NBAA - Honeywell confirms MENA leading business aviation revival
The Middle East, Africa and Asian regions still rank as the areas with the highest purchase expectations in the business aviation sector despite the effects of the global recession - that was the positive note from the 18th edition of the Honeywell annual Business Aviation Outlook issued today at NBAA in Orlando, USA.
As part of the forecast in which Honeywell confirmed the boom of 2003-2008 is officially over, the company said that purchase expectations of 55 percent recorded in Africa/Middle East were up more than 10 points from 2008, setting a new record high.
All the increase in purchase plans came from the fleet replacement category. Fleet expansion demand fell by about three points compared to last year. Middle East and selected African economies continue to benefit from improved oil prices and burgeoning trade with China and Asia, the report said. Operators in these regions expect to be active buyers. Operator plans to buy are timed sooner than in Latin America, North America and Europe. But fleets in these areas are relatively small so even high planned purchase rates yield smaller absolute numbers of new jet purchases until the fleets expand at a future time.
Confidence in Asian and Middle Eastern economic growth in the intermediate and long term remains high, boosting interest in larger, longer-range aircraft with better operating economics.
Concerns over new duty time restrictions and carbon emission regulations were voiced in this region as well.
Overall, Honeywell forecasts delivery of approximately 11,000 new business jets from 2009 through 2019, generating estimated industry sales of $200 billion.
For 2009, Honeywell Aerospace forecasts deliveries of 750-800 new business jets, down from 1,139 in 2008. Deliveries in 2010 are expected to drop below 700. Based on operator survey responses, long-term buyer interest has increased, however new purchase plans are currently timed later in the five-year planning window, which strongly suggests that by 2011-2012 there will be significant pent-up demand that will improve the outlook for order intake and new jet deliveries.
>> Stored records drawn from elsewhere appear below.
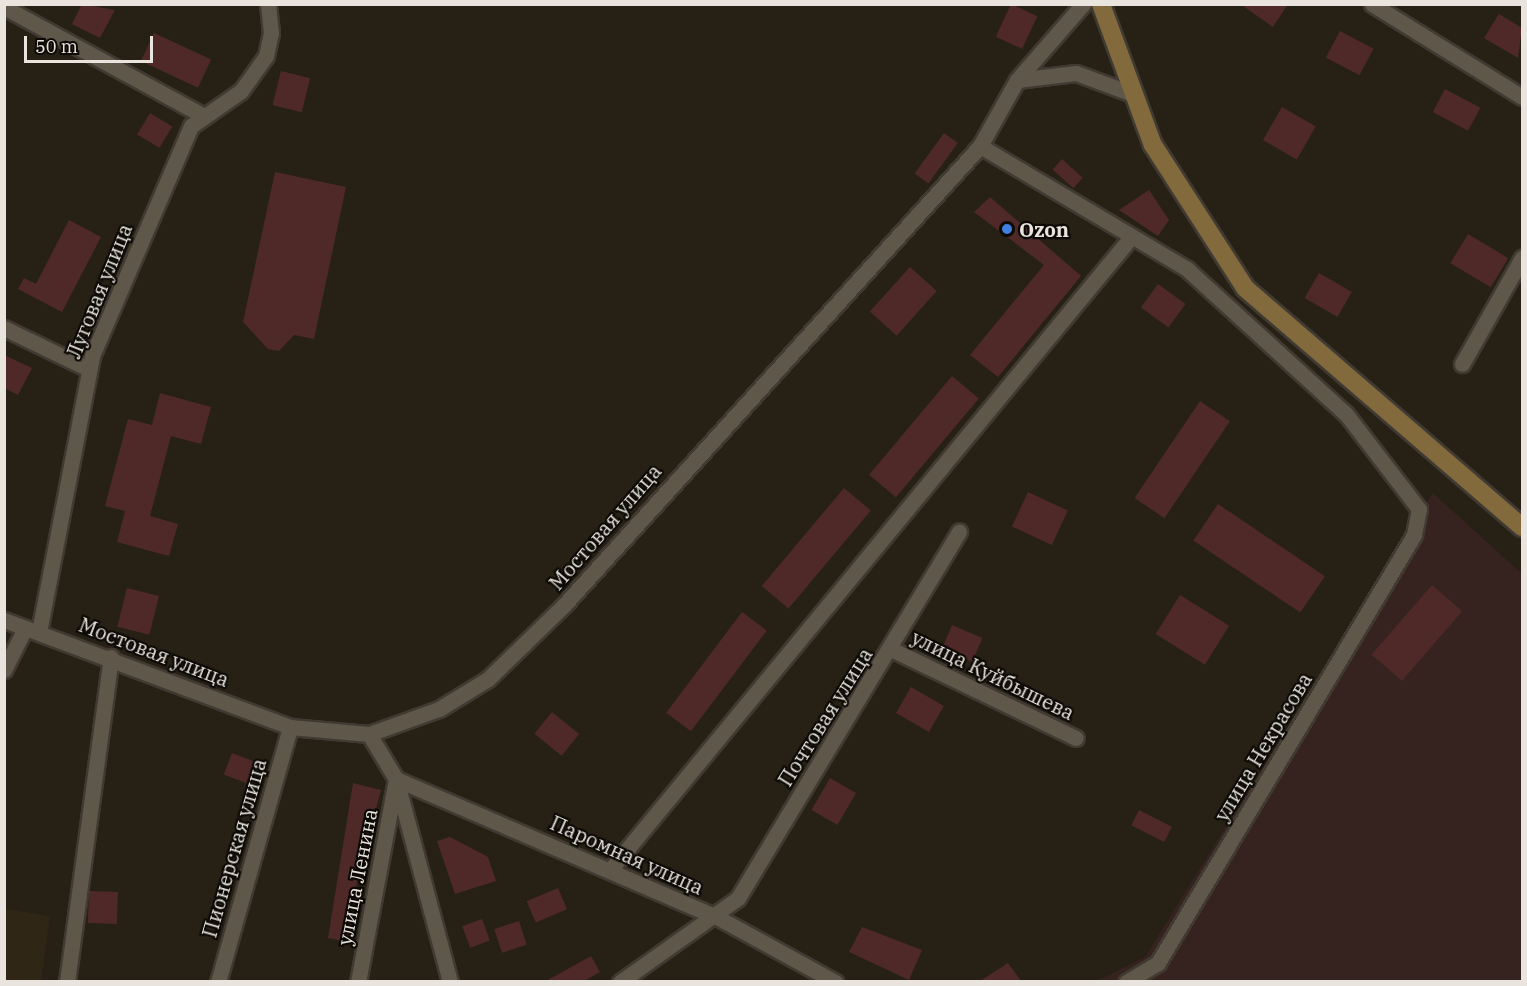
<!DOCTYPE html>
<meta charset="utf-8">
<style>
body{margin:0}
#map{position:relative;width:1527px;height:986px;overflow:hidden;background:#272015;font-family:"IBM Plex Serif",serif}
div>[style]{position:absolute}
.industrial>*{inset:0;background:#36231f}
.built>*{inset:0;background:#302615}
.building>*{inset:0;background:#4f2928;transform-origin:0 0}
.roads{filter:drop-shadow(2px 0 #403a32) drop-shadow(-2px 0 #403a32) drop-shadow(0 2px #403a32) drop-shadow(0 -2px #403a32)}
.street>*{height:15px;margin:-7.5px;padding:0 7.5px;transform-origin:7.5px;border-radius:7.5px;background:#5f574a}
.secondary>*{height:18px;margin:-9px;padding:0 9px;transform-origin:9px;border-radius:9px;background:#826a3d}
.dots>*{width:16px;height:16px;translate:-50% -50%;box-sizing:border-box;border:3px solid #0d0a06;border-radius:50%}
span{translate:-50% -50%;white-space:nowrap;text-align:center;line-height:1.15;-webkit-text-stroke:4.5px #0d0a06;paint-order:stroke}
.poi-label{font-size:20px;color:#e9e4dd;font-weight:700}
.left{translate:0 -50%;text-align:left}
.street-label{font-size:20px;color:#e9e4dd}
.frame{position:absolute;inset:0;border:6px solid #e9e4dd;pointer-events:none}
.scale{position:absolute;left:24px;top:36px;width:129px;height:27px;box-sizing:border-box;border:3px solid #e9e4dd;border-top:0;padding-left:8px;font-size:18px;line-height:21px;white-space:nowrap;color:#e9e4dd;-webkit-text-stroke:4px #0d0a06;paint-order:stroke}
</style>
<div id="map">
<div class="industrial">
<div style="clip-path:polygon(1433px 493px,1522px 574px,1522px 981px,1095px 982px,1145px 957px)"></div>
</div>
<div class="built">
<div style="clip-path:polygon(5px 909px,50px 916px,41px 981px,5px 981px)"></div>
</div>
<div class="building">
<div style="clip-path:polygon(82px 4px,115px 10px,100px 38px,72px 24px)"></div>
<div style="left:1011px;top:4px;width:29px;height:36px;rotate:25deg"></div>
<div style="clip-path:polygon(1240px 4px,1288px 4px,1273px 27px)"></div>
<div style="clip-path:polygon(1499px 14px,1522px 28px,1518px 58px,1484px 38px)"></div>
<div style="left:1340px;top:31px;width:38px;height:30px;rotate:28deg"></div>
<div style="left:154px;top:33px;width:63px;height:31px;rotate:25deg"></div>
<div style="left:281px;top:71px;width:30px;height:35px;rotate:14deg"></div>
<div style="left:1445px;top:89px;width:40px;height:26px;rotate:28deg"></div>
<div style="left:1282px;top:107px;width:39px;height:38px;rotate:30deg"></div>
<div style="left:150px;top:113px;width:26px;height:25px;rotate:31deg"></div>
<div style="left:944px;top:133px;width:17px;height:50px;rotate:36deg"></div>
<div style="left:1062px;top:159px;width:28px;height:14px;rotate:42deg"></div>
<div style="clip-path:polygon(275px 172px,346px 187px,314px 339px,294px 335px,279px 351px,268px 349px,243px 322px)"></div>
<div style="clip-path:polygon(1149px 190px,1169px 220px,1158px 236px,1119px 210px)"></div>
<div style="clip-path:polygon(990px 197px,1081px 276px,998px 377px,970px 355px,1044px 265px,974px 212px)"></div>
<div style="clip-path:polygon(69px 220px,101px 237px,62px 312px,18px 289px,24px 278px,36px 284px)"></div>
<div style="left:1468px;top:234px;width:47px;height:34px;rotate:31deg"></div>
<div style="left:910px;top:267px;width:36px;height:60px;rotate:42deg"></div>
<div style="left:1319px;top:273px;width:38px;height:29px;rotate:30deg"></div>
<div style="left:1158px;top:284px;width:34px;height:29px;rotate:36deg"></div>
<div style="clip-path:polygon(4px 355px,32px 368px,18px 395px,4px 388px)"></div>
<div style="left:952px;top:376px;width:35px;height:129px;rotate:40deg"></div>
<div style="clip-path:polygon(160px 393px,211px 407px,201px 444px,171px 436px,150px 516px,178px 524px,169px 556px,117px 542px,125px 511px,105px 506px,128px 419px,152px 425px)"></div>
<div style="left:1200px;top:401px;width:36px;height:117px;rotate:34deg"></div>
<div style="left:844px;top:488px;width:35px;height:128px;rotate:40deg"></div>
<div style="left:1028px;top:492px;width:44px;height:38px;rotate:25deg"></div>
<div style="left:1218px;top:504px;width:129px;height:44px;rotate:34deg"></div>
<div style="left:1432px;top:585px;width:40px;height:92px;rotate:41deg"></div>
<div style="left:127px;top:588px;width:33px;height:40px;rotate:14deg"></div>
<div style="left:1180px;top:595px;width:58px;height:46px;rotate:32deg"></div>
<div style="left:742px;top:612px;width:31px;height:126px;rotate:37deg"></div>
<div style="left:952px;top:625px;width:33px;height:26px;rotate:23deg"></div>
<div style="left:911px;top:687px;width:38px;height:30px;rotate:30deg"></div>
<div style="left:552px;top:712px;width:35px;height:28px;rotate:39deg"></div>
<div style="left:232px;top:753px;width:30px;height:23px;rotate:21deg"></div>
<div style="left:830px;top:778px;width:30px;height:37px;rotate:30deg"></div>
<div style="clip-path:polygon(353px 783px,381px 790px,358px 875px,348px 942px,328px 938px)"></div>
<div style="left:1139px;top:810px;width:37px;height:17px;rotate:27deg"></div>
<div style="clip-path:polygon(450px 837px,488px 857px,496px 881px,455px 894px,437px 841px)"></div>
<div style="left:558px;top:888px;width:23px;height:34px;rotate:67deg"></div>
<div style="left:89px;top:891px;width:29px;height:32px;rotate:2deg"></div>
<div style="left:482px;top:919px;width:23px;height:21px;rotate:70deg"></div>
<div style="left:519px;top:921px;width:25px;height:26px;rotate:72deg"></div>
<div style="clip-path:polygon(862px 927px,922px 950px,909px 980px,849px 952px)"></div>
<div style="clip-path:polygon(591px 956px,600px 972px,584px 981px,546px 981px)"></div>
<div style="clip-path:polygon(1008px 963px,1021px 981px,980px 981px)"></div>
</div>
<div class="roads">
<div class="street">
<div style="left:1372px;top:4px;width:176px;rotate:31.8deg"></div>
<div style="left:4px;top:7px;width:223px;rotate:28.6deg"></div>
<div style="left:1017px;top:80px;width:59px;rotate:-6.8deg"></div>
<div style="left:1076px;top:73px;width:58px;rotate:20.3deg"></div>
<div style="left:980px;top:146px;width:241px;rotate:30.7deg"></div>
<div style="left:1187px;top:269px;width:215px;rotate:42.4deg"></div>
<div style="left:1346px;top:414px;width:120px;rotate:52.5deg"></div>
<div style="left:1419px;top:509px;width:26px;rotate:101deg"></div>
<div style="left:1414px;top:535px;width:499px;rotate:120.9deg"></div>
<div style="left:1158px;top:963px;width:37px;rotate:149deg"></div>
<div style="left:4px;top:328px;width:94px;rotate:25.8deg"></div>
<div style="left:1462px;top:364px;width:122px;rotate:-60.5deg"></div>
<div style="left:4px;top:620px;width:305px;rotate:20.5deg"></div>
<div style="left:290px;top:727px;width:79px;rotate:5.1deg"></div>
<div style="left:369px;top:734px;width:74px;rotate:-19.7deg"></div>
<div style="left:439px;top:709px;width:57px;rotate:-31.5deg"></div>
<div style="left:488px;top:679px;width:106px;rotate:-44.2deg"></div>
<div style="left:564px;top:605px;width:619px;rotate:-47.81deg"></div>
<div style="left:980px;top:146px;width:76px;rotate:-60.7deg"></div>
<div style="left:1017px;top:80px;width:101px;rotate:-49deg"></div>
<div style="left:39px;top:632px;width:281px;rotate:-79.1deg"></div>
<div style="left:92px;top:356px;width:250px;rotate:-66.7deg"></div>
<div style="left:191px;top:126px;width:61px;rotate:-35deg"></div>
<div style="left:241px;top:91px;width:43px;rotate:-54.5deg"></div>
<div style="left:266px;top:56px;width:24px;rotate:-78deg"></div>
<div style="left:271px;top:33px;width:29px;rotate:-96deg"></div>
<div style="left:891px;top:649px;width:205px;rotate:25.7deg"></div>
<div style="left:4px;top:670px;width:47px;rotate:-63.4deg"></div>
<div style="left:369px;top:734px;width:52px;rotate:59deg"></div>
<div style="left:396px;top:779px;width:210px;rotate:75.1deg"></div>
<div style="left:610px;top:870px;width:820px;rotate:-50.54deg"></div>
<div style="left:67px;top:982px;width:328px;rotate:-82.3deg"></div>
<div style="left:218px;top:982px;width:265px;rotate:-74.2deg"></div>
<div style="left:358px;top:982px;width:207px;rotate:-79.4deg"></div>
<div style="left:396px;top:779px;width:349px;rotate:23.3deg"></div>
<div style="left:717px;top:917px;width:135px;rotate:28.8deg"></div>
<div style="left:620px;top:982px;width:145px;rotate:-35.4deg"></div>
<div style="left:738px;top:898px;width:428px;rotate:-58.9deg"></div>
</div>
<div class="secondary">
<div style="left:1101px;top:4px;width:150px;rotate:69.8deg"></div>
<div style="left:1153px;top:145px;width:170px;rotate:57.2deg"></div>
<div style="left:1245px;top:288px;width:366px;rotate:40.8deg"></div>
</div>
</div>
<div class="dots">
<div style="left:1007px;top:229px;background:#3f7fe0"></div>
</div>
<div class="poi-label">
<span class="left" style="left:1019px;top:229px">Ozon</span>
</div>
<div class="street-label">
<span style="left:99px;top:291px;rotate:-68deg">Луговая улица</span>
<span style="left:605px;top:527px;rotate:-49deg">Мостовая улица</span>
<span style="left:154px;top:652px;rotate:21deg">Мостовая улица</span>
<span style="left:993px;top:675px;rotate:26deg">улица Куйбышева</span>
<span style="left:825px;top:717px;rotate:-58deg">Почтовая улица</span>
<span style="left:1263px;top:747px;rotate:-59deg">улица Некрасова</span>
<span style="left:234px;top:848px;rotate:-74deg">Пионерская улица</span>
<span style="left:627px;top:855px;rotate:24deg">Паромная улица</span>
<span style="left:357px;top:877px;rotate:-79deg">улица Ленина</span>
</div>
<div class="frame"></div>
<div class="scale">50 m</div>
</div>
“Offsetting this near-term contraction, Honeywell’s surveyed operators said their new purchase plans were less affected during the five-year horizon in key international markets within Europe, Asia, Africa and the Middle East,” said Rob Wilson, President, Business and General Aviation, Honeywell Aerospace.
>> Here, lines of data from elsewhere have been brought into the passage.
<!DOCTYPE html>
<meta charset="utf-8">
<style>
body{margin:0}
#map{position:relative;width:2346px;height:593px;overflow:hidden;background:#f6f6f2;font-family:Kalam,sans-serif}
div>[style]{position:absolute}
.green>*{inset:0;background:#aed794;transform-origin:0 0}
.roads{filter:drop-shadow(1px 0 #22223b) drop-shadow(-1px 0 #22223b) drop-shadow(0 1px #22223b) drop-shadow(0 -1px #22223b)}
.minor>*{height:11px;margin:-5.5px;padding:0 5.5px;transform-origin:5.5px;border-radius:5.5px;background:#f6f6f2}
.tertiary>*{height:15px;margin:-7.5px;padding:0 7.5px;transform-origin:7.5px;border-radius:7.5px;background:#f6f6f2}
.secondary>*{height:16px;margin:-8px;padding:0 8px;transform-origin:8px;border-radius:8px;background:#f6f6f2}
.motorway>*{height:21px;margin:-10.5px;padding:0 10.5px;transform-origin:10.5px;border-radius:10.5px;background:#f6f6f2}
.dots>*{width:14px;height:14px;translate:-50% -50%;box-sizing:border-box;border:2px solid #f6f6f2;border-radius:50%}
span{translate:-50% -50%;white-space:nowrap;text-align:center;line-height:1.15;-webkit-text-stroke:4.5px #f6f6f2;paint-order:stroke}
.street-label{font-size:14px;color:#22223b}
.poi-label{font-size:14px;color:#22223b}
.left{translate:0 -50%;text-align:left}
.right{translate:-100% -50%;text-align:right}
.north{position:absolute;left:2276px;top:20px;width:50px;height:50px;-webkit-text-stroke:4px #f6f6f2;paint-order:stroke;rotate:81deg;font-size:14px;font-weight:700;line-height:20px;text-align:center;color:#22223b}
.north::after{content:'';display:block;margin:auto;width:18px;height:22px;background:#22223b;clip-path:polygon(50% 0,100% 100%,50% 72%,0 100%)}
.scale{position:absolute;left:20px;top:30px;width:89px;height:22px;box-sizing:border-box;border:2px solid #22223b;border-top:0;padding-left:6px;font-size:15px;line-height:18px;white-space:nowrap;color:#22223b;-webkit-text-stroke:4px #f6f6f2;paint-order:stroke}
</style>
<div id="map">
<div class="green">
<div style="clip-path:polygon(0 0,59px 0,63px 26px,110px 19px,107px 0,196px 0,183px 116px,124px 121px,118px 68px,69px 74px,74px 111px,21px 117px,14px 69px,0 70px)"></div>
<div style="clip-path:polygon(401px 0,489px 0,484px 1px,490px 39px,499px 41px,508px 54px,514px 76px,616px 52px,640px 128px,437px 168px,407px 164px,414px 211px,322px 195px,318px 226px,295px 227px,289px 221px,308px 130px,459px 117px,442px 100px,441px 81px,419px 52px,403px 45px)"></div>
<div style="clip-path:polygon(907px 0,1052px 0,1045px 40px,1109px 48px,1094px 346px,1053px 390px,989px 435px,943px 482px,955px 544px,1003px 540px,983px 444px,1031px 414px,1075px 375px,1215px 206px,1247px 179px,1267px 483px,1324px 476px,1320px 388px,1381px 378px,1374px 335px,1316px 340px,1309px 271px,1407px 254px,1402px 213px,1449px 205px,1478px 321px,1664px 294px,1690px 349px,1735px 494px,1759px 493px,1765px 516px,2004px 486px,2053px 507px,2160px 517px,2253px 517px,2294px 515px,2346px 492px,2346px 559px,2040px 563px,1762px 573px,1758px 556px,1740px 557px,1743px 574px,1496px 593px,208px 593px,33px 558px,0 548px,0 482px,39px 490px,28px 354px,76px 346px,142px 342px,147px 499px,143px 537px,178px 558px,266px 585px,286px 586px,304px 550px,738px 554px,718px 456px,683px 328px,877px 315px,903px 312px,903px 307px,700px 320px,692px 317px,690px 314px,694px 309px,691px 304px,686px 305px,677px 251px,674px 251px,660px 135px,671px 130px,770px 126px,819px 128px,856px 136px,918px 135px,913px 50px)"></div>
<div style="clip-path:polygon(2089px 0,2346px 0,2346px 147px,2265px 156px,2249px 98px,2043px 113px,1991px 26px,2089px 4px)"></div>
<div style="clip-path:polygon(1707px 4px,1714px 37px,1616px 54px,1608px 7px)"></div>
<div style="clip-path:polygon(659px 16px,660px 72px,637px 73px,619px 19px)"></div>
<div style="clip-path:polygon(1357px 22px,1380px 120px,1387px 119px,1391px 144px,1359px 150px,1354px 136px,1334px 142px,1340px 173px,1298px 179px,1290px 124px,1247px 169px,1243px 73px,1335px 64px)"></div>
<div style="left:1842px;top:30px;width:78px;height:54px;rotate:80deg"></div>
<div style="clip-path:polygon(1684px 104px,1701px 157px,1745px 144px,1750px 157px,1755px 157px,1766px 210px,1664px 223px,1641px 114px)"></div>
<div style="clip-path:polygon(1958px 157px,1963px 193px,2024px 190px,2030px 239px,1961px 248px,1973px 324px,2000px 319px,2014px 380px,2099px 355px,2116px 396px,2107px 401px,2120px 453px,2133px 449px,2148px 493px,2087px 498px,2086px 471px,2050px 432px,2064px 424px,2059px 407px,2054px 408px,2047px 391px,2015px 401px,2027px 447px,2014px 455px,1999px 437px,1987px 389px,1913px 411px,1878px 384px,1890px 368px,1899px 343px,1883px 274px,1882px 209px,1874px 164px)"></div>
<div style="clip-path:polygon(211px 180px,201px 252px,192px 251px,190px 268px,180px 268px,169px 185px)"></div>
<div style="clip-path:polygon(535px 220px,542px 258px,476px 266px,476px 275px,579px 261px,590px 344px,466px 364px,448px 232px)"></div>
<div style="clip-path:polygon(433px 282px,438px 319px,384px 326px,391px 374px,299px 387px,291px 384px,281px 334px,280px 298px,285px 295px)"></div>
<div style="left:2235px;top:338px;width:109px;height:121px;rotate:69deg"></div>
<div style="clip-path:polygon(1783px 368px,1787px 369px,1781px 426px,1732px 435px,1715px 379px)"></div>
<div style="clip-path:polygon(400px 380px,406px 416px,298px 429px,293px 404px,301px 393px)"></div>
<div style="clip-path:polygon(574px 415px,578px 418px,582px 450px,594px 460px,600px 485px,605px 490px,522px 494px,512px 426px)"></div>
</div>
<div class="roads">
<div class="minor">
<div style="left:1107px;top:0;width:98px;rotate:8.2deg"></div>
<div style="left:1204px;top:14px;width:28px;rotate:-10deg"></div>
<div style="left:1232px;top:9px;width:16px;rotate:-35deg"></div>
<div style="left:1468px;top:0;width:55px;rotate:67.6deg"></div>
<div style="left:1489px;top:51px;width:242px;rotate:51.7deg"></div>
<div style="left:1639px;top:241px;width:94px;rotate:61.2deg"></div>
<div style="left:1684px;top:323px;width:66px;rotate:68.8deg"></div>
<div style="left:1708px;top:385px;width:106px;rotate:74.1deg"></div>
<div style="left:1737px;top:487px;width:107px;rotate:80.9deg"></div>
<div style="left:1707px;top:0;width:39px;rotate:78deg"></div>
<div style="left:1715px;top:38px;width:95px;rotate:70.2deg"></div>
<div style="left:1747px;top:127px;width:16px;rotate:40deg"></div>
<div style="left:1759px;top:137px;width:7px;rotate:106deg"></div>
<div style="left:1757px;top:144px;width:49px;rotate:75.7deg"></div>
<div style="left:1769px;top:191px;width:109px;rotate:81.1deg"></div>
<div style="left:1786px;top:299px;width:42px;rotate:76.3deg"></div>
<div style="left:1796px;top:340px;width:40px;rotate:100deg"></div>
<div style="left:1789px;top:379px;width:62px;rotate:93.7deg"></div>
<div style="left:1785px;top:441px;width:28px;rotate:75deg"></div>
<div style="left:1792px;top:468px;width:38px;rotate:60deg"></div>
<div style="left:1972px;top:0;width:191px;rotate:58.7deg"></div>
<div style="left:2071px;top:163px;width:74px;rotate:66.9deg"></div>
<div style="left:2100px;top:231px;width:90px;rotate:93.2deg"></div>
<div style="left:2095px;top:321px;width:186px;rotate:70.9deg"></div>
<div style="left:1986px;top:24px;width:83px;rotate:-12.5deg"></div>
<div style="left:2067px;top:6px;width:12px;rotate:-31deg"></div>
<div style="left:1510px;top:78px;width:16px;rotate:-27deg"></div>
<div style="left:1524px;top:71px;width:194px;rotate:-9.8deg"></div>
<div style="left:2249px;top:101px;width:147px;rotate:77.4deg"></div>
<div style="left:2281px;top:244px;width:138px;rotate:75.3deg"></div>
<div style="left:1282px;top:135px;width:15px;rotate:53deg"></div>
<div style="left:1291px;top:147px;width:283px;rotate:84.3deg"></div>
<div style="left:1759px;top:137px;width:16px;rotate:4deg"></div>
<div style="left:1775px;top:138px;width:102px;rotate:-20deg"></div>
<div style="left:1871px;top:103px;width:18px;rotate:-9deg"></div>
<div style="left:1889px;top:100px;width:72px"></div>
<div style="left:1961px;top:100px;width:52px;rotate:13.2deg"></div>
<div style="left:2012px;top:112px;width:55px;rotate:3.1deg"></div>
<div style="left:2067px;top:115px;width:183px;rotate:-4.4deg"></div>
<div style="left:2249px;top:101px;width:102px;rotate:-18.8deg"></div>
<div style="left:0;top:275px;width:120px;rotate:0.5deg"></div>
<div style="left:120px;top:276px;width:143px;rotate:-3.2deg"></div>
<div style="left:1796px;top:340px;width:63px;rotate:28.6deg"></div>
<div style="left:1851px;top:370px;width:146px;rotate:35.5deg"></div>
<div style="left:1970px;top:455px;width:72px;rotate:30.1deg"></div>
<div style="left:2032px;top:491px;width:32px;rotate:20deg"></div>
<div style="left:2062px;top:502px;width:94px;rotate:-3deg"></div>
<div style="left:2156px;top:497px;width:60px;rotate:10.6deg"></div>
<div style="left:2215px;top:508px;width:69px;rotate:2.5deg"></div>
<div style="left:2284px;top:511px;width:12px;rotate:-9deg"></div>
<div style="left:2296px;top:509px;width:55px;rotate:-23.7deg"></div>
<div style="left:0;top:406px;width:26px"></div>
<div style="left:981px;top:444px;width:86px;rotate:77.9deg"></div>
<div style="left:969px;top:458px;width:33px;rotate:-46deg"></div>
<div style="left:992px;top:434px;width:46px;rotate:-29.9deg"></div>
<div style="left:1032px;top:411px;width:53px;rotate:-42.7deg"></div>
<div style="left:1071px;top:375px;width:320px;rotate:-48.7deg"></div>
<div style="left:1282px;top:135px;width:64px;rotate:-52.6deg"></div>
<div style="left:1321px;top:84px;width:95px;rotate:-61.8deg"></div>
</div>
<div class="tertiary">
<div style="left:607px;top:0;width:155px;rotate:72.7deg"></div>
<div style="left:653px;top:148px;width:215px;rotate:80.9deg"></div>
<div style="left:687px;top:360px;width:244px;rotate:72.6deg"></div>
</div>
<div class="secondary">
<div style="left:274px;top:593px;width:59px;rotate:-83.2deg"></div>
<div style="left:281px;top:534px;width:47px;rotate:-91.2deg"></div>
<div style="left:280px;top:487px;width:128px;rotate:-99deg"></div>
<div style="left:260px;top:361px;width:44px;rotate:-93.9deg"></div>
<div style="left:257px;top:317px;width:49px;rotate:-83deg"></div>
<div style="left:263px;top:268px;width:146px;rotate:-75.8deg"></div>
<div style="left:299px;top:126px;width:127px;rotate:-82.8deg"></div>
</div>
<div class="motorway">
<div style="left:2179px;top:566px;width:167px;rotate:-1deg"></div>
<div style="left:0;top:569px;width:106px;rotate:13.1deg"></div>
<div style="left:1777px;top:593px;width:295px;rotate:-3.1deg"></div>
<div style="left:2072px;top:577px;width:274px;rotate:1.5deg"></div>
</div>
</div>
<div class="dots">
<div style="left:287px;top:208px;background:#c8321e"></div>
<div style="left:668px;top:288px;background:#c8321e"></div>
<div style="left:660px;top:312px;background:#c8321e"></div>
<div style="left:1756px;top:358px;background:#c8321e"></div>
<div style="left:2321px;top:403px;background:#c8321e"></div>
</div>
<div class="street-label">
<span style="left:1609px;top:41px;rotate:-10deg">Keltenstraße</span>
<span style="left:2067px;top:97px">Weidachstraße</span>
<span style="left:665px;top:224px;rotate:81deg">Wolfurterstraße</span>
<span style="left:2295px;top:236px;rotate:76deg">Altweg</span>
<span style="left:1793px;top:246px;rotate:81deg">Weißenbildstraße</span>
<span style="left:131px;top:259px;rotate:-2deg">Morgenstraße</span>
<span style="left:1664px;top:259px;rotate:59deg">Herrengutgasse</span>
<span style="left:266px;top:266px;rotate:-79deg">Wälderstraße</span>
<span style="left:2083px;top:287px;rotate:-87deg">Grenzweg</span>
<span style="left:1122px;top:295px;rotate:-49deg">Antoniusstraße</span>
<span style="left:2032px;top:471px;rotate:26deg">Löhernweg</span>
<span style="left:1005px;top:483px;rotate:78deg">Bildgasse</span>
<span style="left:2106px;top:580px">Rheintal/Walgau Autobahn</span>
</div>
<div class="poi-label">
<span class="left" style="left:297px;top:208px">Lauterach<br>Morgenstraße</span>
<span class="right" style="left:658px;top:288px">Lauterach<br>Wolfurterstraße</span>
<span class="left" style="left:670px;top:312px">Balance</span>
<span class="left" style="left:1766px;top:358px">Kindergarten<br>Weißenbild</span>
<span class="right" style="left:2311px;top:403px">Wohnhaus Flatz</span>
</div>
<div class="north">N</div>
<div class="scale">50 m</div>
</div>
“The relatively stronger levels and timing of international purchase plans suggests that pent-up demand will improve both order intake and new jet delivery rates by 2011-2012, similar to what the industry experienced in the last cycle,” Wilson said. “Despite some program cancellations and delays, there is still a solid pipeline of new high-value models supporting long-term growth and our survey indicates that international demand will remain significant.”
2008 marks the end of an unprecedented five-year industry expansion that began in 2003. After peaking in 2008, new jet deliveries are projected to decline roughly 30 percent in 2009 followed by a 10- to 15-percent decline in 2010 before starting a recovery in 2011.
Based on new jet models mentioned by survey respondents, the 2009 Business Aviation Outlook projects a fairly balanced demand profile across most business jet segments over the next five years.
Medium and Medium-Large aircraft combined account for about 23 percent of the projected demand through 2014. Light and Light-Medium aircraft make up about 24 percent of projected five-year demand. The next largest groupings are in Long Range and Ultra-Long Range aircraft at 18 percent and in large class models also at 18 percent. Sustained interest in the Long and Ultra-Long Range segment is has been present for several years and reflects increased need for aircraft capable of trans-Pacific flights, as well as the growth in demand in other regions requiring more
Long Range operations as trade and economic growth is still anticipated.
North America is expected to account for about 48 percent of business jet deliveries over the next five years, continuing to reflect somewhat more cautious attitudes and slower growth in the region versus the very high levels of purchase expectations in all other areas.
Honeywell has reported on this trend for several years, and the survey is tracking with observed shifts in orders and deliveries very closely. The North American share declined from 55 percent in the 2008 survey.
Asian demand through 2014 based on the survey slipped back to around 7 percent of the total on lower purchase plans aimed at fleet growth. European demand share expanded to 27 percent based on the record purchase plans in the region. Latin America share declined roughly one point to 11 percent. The Middle East/Africa region gained three points over last year to nearly 7 percent. While these percentages shift somewhat each year, the overall demand pool remains fairly large so individual regions are still absorbing significant numbers of new aircraft into their fleets, even if percentage share slips a few points.